Last Thursday, Urban Land Conservancy (ULC) hosted Mayor Michael B. Hancock for a tour of our two properties in the Cole neighborhood: Tramway Nonprofit Center and Cole Train. During the tour, we also provided the Mayor with an update regarding ULC’s progress and future plans for ArtWay North, Race TOD, 303 ArtWay and the Metro Denver Impact Facility (MDIF).
ULC staff and Board of Directors welcomed the Mayor and additional members of the City to Tramway Nonprofit Center to discuss the partnership between the City of Denver and ULC. The mission of our partnership is to work together to create a broader impact to increase affordable options for both residents and mission minded organizations in Denver. To realize this mission, ULC stressed the importance of community land trusts (CLTs) as a mechanism for long-term affordability and permanent stewardship of the land. CLTs also protect the City of Denver’s investments via our 99-year renewable ground lease.
As ULC led the tour from Tramway to our adjacent Cole Train property, the neighboring Wyatt Academy Student Council surprised the tour participants. The students talked in detail about the initiatives they are focusing on to improve their school. Wyatt Academy is a K – 6 charter school located directly across the street from the Tramway Nonprofit Center. ULC has a first right on the property in order to ensure the building continues to provide critical community services in the Cole neighborhood.
During the first portion of our tour, ULC’s Vice President of Strategy and Communications updated the Mayor on our continued success with the Metro Denver Impact Facility (MDIF). MDIF is currently capitalized at $24.5 million with FirstBank as the senior lender and five junior lenders to date. As we continue to host conversations with the City and County of Denver regarding acquisitions made through the facility, we envision an excellent opportunity in the future for the City to join MDIF as an additional junior lending partner.

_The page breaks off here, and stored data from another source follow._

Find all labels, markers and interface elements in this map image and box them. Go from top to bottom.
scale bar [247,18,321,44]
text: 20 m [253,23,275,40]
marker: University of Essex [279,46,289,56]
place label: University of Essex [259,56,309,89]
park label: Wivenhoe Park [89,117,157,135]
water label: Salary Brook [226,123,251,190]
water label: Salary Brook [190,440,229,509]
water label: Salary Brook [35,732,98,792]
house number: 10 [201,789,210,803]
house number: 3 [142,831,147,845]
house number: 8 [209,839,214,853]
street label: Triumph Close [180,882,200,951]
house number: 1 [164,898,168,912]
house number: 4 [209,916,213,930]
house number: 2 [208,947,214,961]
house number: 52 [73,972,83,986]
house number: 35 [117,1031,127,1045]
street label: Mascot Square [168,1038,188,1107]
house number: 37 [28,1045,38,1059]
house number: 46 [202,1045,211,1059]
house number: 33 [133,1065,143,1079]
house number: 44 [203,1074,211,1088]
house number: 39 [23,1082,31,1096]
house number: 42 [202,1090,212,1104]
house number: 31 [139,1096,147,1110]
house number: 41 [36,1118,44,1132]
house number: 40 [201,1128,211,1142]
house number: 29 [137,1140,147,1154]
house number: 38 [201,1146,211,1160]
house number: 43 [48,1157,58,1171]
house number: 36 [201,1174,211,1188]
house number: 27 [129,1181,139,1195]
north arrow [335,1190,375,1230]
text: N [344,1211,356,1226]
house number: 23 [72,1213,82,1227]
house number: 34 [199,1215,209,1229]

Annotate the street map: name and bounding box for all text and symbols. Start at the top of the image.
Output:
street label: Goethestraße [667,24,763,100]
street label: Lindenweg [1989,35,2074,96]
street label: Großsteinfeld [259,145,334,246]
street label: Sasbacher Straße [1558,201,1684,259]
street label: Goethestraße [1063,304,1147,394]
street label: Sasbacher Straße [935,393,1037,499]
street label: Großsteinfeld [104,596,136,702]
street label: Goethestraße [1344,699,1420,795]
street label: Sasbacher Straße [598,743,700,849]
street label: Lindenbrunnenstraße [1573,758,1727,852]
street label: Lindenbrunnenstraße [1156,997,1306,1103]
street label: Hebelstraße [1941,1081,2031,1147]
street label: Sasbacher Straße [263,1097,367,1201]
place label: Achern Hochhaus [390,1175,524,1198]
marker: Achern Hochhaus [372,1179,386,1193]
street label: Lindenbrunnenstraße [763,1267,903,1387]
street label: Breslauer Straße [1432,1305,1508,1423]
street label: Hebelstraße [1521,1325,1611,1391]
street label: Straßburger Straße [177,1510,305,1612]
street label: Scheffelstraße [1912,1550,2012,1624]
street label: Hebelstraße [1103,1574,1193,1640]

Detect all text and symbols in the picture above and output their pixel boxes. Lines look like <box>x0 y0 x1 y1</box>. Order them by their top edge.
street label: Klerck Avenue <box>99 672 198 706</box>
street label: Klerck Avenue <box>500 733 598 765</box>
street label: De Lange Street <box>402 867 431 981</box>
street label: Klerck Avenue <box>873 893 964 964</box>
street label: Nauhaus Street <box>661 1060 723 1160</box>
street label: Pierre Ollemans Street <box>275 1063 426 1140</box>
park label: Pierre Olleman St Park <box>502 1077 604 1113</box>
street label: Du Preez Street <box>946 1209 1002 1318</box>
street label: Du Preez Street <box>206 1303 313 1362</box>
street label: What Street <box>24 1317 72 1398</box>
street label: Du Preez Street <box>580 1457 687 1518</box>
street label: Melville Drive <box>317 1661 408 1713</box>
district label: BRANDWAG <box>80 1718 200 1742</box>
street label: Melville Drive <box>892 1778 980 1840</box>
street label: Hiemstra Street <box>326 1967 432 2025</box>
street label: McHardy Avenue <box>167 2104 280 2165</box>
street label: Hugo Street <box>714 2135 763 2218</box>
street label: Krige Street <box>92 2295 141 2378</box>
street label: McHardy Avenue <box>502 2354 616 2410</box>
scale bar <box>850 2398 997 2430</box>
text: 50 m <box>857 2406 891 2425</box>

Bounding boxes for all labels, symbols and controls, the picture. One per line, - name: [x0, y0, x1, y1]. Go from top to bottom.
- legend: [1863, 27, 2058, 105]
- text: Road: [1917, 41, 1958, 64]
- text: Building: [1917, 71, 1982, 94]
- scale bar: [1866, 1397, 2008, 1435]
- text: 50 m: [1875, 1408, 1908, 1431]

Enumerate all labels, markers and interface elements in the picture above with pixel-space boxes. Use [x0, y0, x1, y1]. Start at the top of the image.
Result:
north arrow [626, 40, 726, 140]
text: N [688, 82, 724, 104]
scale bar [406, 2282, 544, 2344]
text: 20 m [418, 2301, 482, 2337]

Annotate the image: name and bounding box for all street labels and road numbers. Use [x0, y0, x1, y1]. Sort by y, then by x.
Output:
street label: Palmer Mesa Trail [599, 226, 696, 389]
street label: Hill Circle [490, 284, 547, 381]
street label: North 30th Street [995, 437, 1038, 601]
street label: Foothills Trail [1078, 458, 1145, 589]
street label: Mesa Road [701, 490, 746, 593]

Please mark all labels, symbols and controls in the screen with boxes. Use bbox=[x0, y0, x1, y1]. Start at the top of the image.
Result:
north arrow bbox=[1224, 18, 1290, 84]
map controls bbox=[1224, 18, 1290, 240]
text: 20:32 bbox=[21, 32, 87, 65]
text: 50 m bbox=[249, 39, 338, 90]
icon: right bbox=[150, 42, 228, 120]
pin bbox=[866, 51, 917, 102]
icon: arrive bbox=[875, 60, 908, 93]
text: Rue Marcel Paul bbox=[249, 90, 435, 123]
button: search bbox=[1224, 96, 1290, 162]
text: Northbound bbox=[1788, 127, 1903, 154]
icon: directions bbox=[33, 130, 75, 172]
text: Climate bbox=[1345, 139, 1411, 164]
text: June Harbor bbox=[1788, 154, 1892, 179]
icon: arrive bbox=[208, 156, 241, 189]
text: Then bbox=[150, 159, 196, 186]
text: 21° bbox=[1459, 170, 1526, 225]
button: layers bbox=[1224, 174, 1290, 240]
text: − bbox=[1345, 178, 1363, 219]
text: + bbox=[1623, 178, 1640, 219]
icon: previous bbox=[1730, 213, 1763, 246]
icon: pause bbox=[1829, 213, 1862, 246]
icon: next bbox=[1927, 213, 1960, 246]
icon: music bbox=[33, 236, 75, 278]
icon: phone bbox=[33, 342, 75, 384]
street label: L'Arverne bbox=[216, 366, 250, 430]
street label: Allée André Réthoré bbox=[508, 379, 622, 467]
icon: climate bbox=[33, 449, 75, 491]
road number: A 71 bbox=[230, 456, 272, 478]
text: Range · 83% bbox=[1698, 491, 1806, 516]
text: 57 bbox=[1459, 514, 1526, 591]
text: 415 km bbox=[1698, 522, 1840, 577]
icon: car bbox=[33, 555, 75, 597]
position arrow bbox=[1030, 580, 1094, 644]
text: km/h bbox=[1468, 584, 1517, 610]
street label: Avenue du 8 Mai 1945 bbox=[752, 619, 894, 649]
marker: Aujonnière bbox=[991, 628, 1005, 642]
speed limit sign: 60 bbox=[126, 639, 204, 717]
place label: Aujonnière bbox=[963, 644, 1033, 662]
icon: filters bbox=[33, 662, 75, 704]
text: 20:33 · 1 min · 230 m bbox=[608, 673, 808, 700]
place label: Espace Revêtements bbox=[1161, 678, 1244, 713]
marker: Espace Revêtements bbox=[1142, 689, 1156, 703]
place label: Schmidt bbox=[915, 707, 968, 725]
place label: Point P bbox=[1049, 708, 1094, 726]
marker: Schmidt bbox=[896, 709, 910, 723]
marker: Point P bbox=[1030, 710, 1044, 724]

ULC’s Vice President of Master Site Development, Erin Clark also provided a detailed update on Race TOD, our six acre property in the Elyria-Swansea neighborhood. The future development will contain an unprecedented number of affordable housing units, with 45 designated for households earning at or below 30% of the area median income (AMI). This was an accomplishment Mayor Hancock took particular notice of, as Denver is in desperate need of deeply affordable housing units targeting the lower AMI percentile. In 2018, 30% AMI for a single individual equated to an annual salary of $18,900. Many affordable housing units in the Denver market remain too expensive and out of reach for households earning less than 50% AMI.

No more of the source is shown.